Work task
Below are the records; how many of their lines contain "linecap"? Reply only with that figure.

Stored data:
>>>>

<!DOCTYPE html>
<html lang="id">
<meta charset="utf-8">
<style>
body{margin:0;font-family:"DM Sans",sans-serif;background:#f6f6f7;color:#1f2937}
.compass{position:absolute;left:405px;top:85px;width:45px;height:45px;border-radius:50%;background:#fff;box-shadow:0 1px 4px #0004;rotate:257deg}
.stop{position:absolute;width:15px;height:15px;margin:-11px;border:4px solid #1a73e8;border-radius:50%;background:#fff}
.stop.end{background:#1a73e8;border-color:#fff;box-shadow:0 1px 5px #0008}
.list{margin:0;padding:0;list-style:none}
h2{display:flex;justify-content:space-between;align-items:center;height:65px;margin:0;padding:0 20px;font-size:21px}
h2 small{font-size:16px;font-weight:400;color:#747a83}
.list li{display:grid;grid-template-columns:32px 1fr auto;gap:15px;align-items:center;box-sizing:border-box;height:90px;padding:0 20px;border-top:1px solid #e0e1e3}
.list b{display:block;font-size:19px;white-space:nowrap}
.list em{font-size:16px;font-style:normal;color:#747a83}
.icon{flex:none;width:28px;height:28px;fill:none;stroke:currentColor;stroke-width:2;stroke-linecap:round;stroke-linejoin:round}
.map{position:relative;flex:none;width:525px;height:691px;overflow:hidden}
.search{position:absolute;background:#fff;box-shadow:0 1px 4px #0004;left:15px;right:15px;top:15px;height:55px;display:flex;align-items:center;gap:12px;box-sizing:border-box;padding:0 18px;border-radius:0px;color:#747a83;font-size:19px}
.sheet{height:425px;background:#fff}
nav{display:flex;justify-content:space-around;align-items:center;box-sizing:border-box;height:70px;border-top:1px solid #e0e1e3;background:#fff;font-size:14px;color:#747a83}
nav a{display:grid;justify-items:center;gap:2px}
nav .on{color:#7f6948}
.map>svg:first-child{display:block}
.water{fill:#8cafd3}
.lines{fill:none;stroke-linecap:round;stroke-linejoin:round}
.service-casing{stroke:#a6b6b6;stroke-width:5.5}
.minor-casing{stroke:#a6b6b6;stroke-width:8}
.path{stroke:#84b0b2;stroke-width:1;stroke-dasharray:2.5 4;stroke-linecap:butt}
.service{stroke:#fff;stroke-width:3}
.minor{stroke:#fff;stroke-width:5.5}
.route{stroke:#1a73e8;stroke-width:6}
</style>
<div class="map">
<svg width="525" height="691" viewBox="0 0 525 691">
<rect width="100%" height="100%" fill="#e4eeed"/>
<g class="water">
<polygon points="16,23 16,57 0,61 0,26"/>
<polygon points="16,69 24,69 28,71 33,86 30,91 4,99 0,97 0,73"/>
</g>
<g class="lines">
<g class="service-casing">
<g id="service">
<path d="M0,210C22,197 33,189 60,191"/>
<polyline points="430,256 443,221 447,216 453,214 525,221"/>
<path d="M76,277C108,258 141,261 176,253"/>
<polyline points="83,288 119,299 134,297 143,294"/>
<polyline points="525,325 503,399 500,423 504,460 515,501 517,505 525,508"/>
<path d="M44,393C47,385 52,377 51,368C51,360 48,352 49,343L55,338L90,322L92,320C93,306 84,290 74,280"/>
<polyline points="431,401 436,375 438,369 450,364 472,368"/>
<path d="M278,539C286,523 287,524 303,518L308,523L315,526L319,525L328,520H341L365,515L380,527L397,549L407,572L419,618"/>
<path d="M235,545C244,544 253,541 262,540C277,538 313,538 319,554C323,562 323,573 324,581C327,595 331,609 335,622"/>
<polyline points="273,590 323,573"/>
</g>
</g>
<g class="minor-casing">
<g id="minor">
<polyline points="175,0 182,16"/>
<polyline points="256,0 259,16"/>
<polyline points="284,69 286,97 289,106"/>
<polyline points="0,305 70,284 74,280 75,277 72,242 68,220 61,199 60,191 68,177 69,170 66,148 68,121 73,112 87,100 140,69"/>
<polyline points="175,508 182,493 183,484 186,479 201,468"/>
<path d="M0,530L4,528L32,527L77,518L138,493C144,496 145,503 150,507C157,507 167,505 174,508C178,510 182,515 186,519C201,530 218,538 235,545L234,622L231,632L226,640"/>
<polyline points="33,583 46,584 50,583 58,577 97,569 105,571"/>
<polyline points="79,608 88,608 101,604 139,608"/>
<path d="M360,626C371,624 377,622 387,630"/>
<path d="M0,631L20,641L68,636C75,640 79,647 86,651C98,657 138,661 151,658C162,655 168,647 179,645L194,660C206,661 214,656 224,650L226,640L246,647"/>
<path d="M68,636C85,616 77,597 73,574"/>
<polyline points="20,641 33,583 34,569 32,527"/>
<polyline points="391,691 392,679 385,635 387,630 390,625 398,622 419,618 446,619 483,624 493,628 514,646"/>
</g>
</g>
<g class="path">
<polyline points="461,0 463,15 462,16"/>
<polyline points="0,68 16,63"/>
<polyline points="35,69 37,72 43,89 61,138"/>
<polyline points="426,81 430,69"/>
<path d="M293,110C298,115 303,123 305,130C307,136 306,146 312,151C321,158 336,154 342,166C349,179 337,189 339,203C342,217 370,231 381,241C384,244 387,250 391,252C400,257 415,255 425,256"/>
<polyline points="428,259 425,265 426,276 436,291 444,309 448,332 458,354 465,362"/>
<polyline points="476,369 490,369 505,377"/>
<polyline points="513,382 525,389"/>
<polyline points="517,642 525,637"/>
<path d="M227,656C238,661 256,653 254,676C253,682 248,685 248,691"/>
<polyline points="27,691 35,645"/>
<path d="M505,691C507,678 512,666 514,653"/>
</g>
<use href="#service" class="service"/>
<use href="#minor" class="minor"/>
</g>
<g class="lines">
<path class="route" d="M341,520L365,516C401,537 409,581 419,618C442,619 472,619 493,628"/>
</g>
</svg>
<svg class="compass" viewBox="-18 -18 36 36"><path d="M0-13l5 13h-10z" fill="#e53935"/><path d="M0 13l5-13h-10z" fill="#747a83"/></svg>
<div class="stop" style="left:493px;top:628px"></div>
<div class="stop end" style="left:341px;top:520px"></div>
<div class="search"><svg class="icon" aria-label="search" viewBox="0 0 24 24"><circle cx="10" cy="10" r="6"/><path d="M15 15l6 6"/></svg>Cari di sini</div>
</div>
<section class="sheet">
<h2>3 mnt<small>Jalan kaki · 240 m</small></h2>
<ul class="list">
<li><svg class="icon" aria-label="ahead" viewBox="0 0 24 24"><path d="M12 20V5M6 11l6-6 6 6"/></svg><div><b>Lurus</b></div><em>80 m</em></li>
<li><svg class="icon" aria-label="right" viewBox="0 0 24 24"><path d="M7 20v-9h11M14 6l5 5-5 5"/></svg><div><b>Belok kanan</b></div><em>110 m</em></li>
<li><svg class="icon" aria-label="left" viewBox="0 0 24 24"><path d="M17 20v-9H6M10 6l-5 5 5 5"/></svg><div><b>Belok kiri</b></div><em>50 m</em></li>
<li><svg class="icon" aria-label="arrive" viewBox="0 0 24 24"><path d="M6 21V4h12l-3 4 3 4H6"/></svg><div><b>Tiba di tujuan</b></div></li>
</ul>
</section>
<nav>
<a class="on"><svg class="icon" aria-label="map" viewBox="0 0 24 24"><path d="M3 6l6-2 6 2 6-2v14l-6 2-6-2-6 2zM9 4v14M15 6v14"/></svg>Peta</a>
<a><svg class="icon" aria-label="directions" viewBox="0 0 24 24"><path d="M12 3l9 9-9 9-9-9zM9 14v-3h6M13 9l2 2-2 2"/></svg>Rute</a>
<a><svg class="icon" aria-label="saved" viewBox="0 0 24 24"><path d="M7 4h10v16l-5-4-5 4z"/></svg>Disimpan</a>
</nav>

<<<<

Exercise result
3